### [ENTRIES PROVIDED]

+ + + + +

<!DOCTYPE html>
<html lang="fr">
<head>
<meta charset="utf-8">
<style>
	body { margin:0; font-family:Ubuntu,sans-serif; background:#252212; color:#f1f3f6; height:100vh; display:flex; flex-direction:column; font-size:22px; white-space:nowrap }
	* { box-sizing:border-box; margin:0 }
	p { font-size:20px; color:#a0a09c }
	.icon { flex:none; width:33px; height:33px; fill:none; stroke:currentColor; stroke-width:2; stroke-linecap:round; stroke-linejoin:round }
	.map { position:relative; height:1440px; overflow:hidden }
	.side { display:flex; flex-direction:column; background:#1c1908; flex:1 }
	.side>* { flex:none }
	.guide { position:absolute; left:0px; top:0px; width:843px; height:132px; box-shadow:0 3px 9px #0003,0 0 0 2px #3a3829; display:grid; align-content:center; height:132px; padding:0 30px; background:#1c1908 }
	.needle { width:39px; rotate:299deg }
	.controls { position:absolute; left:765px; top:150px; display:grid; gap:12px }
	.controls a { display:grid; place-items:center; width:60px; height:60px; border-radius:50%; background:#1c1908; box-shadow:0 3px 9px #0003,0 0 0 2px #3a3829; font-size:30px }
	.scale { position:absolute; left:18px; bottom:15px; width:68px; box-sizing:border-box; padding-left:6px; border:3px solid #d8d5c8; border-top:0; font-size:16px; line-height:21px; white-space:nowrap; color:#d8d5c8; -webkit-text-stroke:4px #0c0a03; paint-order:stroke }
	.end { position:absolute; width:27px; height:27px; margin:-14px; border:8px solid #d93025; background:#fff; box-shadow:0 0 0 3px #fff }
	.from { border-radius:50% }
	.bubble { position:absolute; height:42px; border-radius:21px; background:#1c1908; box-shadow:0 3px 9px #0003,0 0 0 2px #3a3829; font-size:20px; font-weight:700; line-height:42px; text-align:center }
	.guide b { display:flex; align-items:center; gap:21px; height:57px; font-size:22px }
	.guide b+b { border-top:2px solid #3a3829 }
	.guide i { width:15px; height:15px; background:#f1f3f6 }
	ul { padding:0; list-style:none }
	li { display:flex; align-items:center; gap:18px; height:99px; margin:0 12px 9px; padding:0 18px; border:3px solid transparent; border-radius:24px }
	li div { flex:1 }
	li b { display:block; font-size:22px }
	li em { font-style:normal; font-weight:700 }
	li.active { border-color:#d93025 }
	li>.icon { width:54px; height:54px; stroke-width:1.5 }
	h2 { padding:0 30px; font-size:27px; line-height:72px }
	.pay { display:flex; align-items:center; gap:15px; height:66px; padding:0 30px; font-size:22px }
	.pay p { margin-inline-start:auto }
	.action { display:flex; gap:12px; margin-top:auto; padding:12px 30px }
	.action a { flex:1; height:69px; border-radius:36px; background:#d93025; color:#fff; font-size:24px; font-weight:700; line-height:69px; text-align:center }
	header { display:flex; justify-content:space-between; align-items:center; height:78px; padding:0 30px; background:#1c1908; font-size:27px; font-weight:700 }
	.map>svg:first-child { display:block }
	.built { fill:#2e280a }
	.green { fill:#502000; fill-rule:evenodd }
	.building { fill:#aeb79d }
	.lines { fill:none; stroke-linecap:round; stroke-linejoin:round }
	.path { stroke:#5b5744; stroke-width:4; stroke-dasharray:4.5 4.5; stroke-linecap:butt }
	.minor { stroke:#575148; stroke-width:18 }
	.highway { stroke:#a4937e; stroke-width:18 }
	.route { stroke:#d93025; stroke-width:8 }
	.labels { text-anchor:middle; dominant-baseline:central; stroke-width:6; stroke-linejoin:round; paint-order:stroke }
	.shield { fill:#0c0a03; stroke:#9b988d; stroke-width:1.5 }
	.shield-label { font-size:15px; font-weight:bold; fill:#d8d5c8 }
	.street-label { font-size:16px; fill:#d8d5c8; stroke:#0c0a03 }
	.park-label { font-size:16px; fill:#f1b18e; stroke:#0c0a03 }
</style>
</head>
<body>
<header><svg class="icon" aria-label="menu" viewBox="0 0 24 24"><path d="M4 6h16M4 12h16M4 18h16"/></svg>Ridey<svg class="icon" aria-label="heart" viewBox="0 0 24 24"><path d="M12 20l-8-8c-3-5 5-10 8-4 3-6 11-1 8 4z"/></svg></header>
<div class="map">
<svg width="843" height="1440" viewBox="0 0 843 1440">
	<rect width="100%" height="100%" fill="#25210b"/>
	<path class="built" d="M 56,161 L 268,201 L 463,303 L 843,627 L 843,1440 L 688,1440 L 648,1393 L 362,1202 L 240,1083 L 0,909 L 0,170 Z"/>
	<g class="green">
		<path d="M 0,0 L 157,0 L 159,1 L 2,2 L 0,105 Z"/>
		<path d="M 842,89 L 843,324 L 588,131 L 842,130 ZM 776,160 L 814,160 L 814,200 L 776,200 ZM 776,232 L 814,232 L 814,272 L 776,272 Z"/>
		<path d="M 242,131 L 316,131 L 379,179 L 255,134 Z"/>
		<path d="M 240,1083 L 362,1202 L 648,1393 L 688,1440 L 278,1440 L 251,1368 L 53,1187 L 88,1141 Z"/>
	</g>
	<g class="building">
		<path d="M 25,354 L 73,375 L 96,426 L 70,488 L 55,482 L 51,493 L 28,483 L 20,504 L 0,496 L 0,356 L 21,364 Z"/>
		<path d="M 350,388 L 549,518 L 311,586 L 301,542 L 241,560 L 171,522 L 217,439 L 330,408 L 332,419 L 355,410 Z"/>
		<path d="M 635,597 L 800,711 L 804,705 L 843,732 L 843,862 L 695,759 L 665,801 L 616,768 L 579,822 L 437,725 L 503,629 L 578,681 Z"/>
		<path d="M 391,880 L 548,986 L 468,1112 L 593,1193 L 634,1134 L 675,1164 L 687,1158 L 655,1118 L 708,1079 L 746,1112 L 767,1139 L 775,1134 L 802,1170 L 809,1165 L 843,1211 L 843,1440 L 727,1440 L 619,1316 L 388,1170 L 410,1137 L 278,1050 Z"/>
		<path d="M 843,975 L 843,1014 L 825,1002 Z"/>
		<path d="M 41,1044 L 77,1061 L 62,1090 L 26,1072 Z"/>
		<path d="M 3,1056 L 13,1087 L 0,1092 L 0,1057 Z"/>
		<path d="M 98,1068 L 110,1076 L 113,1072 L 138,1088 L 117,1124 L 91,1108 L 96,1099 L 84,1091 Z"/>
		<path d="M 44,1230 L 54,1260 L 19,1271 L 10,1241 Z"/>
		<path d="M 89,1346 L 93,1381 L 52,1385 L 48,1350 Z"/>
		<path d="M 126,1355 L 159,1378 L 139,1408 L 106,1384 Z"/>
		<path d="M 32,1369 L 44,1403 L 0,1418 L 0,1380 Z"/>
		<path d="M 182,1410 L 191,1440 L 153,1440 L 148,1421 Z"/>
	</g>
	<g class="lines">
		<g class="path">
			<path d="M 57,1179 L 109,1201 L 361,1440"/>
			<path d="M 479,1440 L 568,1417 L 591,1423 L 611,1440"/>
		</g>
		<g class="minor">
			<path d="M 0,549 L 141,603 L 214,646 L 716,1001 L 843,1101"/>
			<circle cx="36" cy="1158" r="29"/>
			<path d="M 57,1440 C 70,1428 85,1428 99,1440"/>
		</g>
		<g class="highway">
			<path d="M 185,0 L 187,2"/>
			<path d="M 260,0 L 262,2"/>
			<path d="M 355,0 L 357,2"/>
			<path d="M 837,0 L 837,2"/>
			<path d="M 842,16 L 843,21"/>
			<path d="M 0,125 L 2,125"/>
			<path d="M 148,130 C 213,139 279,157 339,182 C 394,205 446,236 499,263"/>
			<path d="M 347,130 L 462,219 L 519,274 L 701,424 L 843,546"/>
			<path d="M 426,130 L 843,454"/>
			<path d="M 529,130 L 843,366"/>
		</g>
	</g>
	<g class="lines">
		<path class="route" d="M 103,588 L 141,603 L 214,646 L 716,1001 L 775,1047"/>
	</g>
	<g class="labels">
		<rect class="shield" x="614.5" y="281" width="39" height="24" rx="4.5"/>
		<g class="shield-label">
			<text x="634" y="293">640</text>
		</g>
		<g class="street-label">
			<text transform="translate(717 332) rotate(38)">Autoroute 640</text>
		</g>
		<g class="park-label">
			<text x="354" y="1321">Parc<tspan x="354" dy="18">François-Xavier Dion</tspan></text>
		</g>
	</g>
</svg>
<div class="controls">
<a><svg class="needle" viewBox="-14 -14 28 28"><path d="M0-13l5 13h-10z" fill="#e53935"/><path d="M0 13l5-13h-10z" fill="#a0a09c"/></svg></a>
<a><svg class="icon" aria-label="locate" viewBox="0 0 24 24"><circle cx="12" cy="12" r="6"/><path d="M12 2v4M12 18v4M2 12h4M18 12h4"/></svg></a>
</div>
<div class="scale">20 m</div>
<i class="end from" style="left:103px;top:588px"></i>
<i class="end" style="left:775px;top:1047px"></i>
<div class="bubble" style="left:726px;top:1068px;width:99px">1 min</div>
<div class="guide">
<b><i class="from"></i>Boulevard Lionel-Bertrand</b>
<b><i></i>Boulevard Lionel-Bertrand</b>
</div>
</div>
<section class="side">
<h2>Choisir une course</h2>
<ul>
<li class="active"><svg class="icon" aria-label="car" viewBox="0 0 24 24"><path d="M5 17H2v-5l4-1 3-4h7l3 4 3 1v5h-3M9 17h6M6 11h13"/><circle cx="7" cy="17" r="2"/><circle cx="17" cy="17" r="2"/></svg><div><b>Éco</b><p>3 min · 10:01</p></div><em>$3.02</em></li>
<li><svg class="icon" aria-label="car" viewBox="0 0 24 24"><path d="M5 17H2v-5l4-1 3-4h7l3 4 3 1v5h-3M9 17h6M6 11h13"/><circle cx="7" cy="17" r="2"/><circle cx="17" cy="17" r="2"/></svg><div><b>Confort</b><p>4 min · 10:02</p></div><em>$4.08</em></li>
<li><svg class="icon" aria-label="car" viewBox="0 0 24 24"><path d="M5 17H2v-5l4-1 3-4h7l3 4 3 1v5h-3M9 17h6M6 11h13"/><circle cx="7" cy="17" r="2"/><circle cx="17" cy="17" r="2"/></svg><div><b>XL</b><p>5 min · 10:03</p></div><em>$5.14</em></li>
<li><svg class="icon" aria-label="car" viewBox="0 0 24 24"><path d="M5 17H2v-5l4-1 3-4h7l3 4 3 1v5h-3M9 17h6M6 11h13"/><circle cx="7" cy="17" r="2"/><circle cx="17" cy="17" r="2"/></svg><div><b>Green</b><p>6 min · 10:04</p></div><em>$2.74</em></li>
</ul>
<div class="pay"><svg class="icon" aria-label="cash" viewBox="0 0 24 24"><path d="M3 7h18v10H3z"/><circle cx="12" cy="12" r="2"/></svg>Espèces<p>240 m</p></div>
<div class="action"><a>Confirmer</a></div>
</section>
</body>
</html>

+ + + + +

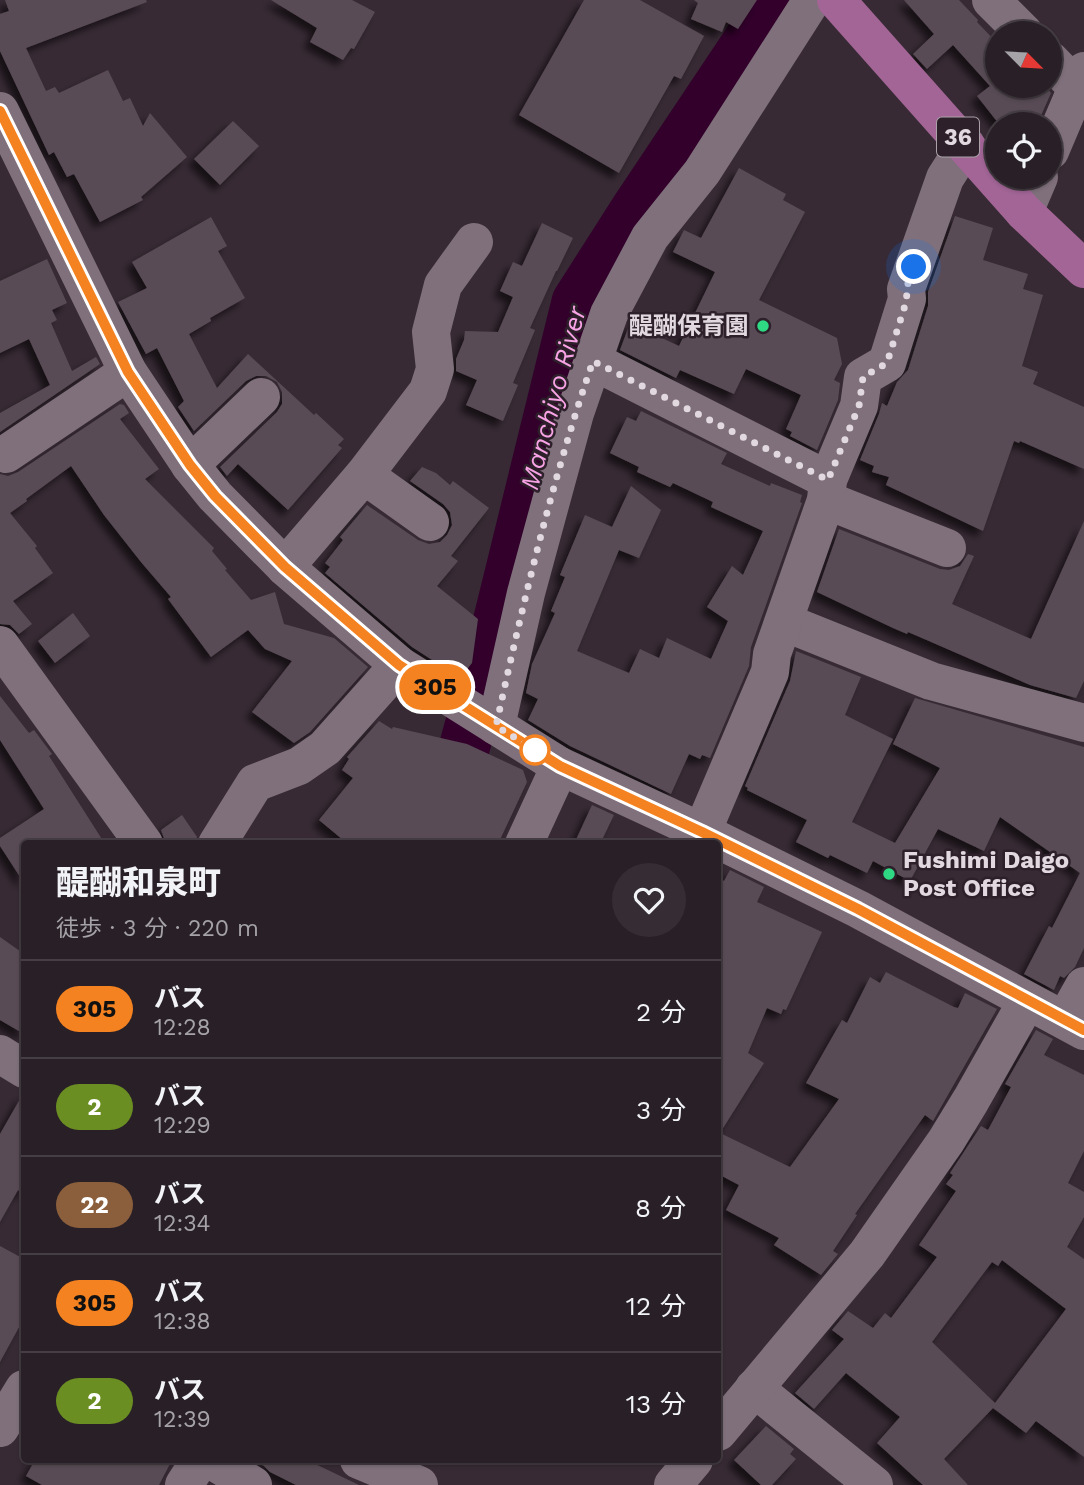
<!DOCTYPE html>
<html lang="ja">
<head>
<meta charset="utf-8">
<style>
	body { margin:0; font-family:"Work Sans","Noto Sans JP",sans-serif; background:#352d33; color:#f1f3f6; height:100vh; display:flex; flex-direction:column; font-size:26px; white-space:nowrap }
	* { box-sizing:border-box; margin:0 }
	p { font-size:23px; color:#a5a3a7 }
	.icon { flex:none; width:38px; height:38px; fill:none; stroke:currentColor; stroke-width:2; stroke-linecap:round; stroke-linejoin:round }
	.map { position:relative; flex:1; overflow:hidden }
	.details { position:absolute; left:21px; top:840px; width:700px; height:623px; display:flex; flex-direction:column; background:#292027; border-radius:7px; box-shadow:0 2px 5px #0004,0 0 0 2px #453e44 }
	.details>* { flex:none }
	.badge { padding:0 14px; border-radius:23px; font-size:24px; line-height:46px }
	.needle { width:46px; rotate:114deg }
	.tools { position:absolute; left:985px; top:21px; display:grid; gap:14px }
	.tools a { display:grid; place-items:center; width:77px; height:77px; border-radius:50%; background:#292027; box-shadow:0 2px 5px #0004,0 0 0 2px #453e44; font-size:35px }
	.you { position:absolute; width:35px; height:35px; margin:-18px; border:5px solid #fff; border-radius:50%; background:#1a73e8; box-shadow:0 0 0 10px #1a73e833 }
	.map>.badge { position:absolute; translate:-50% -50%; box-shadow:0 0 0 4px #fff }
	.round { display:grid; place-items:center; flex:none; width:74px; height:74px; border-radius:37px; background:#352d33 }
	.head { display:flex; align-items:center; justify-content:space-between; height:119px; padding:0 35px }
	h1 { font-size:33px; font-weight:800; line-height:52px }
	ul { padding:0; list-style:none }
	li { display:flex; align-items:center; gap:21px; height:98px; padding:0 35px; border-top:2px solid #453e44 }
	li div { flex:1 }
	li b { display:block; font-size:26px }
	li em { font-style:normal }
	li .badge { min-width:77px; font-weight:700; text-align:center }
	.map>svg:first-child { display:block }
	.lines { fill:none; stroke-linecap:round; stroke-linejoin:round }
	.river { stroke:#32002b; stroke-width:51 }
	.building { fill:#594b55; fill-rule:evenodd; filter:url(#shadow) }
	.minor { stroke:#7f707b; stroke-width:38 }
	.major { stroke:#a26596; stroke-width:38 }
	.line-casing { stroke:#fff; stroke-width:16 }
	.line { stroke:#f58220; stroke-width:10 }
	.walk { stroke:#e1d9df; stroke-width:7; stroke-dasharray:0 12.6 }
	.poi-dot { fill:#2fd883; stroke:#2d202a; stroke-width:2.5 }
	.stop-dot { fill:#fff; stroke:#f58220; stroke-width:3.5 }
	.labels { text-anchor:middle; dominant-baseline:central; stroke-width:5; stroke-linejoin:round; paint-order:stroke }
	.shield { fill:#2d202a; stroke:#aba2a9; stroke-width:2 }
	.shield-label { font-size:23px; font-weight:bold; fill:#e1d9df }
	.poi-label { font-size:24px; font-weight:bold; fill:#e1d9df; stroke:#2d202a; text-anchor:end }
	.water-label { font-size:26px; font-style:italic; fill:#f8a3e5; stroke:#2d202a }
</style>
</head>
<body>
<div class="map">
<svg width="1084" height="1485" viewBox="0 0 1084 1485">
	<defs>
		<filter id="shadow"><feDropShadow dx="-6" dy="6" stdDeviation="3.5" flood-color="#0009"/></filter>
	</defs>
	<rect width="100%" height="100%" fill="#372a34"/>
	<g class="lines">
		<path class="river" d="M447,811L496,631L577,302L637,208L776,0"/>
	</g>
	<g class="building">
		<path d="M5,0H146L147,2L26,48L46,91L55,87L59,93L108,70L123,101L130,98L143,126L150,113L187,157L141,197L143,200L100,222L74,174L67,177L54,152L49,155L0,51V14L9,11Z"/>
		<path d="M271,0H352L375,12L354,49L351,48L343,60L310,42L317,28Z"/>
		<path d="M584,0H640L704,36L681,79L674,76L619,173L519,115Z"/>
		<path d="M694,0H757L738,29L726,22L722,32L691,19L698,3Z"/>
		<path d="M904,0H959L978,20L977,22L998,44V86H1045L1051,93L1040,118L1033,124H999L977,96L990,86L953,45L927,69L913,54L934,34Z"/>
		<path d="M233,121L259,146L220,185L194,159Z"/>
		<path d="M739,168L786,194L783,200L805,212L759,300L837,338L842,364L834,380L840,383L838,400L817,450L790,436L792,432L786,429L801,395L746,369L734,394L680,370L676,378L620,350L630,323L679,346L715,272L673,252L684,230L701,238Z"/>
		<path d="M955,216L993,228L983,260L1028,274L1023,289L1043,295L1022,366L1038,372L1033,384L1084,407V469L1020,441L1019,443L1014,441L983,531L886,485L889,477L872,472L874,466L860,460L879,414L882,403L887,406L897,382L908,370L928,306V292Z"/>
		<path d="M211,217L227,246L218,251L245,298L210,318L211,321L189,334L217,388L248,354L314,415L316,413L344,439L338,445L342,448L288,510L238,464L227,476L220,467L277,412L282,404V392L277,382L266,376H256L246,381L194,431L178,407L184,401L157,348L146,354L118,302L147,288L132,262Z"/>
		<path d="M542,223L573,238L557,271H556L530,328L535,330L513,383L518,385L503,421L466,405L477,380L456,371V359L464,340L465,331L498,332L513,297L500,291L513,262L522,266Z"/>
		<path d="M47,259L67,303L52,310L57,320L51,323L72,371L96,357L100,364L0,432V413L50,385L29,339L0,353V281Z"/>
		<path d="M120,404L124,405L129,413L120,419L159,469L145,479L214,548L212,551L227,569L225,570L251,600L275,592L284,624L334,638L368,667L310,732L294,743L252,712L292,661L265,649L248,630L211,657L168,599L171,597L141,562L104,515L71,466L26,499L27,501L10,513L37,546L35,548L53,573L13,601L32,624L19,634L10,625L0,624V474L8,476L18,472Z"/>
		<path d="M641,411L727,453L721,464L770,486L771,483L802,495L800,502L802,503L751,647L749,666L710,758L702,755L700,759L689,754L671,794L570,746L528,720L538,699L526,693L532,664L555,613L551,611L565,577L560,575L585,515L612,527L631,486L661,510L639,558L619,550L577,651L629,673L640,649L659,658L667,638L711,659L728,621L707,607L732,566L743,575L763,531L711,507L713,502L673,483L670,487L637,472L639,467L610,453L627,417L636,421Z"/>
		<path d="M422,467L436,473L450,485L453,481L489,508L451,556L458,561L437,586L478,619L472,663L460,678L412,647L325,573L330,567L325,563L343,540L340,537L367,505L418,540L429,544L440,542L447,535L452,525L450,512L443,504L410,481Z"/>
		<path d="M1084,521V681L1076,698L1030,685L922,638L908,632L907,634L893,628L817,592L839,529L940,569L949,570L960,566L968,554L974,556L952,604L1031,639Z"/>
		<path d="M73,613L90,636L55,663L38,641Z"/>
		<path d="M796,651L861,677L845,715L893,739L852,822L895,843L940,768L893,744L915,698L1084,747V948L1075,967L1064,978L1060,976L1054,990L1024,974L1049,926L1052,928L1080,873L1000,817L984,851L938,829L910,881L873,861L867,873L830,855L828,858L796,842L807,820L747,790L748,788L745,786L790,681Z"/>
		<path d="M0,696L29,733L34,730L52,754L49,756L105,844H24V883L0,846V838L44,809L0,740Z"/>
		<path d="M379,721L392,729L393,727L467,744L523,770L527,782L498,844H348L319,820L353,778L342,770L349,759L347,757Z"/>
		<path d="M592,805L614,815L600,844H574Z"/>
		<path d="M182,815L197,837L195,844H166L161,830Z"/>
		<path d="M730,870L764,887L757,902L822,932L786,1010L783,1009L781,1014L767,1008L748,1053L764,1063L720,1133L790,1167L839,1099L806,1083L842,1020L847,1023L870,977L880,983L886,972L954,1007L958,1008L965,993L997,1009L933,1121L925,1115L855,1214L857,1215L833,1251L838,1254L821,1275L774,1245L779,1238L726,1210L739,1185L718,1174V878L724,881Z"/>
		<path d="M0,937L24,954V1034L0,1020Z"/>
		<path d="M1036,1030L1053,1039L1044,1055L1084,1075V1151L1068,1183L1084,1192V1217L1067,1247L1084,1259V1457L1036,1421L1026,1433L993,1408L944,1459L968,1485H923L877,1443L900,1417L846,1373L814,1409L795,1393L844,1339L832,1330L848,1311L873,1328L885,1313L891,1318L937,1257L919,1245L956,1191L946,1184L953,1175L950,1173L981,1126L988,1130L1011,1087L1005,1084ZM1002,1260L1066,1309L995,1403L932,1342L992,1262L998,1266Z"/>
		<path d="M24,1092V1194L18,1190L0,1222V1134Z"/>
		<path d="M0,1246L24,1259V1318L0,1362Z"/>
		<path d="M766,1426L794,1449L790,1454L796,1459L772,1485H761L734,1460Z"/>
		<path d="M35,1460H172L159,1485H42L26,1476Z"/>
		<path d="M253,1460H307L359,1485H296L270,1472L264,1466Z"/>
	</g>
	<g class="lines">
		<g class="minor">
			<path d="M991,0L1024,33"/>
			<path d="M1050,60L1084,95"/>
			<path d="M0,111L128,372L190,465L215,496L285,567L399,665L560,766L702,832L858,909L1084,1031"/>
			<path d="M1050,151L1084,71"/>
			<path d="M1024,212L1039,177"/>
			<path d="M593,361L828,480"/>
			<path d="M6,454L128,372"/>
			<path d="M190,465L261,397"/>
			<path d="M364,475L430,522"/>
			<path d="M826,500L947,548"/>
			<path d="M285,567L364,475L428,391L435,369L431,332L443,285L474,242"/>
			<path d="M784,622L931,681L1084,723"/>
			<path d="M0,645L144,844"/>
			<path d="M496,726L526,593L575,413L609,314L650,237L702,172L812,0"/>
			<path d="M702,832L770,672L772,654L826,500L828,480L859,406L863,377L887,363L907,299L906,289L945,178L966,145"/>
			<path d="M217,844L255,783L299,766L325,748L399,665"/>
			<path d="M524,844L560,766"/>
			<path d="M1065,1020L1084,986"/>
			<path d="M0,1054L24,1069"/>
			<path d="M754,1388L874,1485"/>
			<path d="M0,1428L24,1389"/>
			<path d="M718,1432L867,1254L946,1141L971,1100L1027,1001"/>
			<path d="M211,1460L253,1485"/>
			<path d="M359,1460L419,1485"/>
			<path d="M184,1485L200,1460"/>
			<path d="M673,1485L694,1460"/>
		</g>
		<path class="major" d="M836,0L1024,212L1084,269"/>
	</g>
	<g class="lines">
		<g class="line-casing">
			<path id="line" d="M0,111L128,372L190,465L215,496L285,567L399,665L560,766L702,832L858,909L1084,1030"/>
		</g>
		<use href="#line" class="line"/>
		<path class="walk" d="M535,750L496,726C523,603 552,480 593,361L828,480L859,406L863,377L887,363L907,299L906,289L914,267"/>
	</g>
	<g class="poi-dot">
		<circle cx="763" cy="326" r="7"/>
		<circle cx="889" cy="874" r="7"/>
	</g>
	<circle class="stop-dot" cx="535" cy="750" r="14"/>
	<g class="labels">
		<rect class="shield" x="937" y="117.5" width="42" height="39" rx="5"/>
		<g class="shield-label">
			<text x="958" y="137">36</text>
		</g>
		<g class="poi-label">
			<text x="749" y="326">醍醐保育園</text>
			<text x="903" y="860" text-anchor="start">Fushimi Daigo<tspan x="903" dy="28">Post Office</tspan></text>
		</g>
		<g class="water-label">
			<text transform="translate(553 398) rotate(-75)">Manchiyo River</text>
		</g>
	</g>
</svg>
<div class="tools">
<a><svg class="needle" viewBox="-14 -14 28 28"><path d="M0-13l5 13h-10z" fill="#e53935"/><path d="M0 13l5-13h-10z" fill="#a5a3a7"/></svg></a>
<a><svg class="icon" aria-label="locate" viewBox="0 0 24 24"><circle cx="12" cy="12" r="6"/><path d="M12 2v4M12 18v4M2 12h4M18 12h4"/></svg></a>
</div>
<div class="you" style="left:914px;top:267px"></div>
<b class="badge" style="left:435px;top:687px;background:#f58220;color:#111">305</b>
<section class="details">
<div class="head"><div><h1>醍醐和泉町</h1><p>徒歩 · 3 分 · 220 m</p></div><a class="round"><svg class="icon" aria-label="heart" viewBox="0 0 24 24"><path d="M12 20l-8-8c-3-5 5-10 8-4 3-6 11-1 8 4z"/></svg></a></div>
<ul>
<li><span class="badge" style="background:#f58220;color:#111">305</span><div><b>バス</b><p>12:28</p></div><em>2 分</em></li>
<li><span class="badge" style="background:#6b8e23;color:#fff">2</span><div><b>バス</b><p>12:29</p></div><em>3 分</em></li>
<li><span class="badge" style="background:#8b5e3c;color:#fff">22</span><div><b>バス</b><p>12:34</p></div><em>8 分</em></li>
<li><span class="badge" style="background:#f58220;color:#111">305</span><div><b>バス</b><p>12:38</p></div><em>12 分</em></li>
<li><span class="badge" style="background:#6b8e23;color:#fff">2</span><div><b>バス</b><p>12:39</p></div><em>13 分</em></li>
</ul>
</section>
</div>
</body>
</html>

+ + + + +

### [ACTIVITY]
Filter the entries above down to the lines that contain the word "scale".

### [TASK RESULT]
	.scale { position:absolute; left:18px; bottom:15px; width:68px; box-sizing:border-box; padding-left:6px; border:3px solid #d8d5c8; border-top:0; font-size:16px; line-height:21px; white-space:nowrap; color:#d8d5c8; -webkit-text-stroke:4px #0c0a03; paint-order:stroke }
<div class="scale">20 m</div>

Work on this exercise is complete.